> EXERCISE DIRECTIONS
For every record that follows, write out the text exactly and omit the picture, if one is present.

··· STUDY MATERIAL

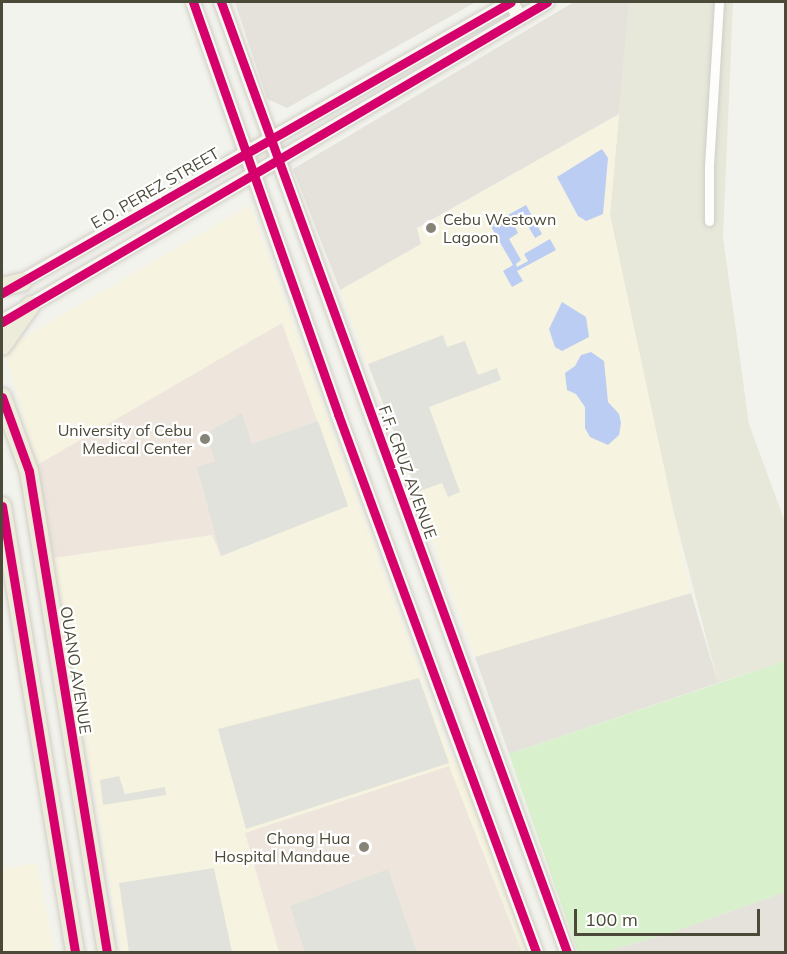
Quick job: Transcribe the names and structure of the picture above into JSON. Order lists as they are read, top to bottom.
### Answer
{
  "streets": {
    "highway": ["OUANO AVENUE"],
    "street": ["E.O. PEREZ STREET", "F.F. CRUZ AVENUE"]
  },
  "crossings": [
    ["E.O. PEREZ STREET", "F.F. CRUZ AVENUE"]
  ],
  "places": ["Cebu Westown Lagoon", "University of Cebu Medical Center", "Chong Hua Hospital Mandaue"],
  "scale_bar": "100 m"
}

······

> REPLY
Quick job: Transcribe the names and structure of the picture above into JSON. Order lists as they are read, top to bottom.
### Answer
{
  "streets": {
    "highway": ["OUANO AVENUE"],
    "street": ["E.O. PEREZ STREET", "F.F. CRUZ AVENUE"]
  },
  "crossings": [
    ["E.O. PEREZ STREET", "F.F. CRUZ AVENUE"]
  ],
  "places": ["Cebu Westown Lagoon", "University of Cebu Medical Center", "Chong Hua Hospital Mandaue"],
  "scale_bar": "100 m"
}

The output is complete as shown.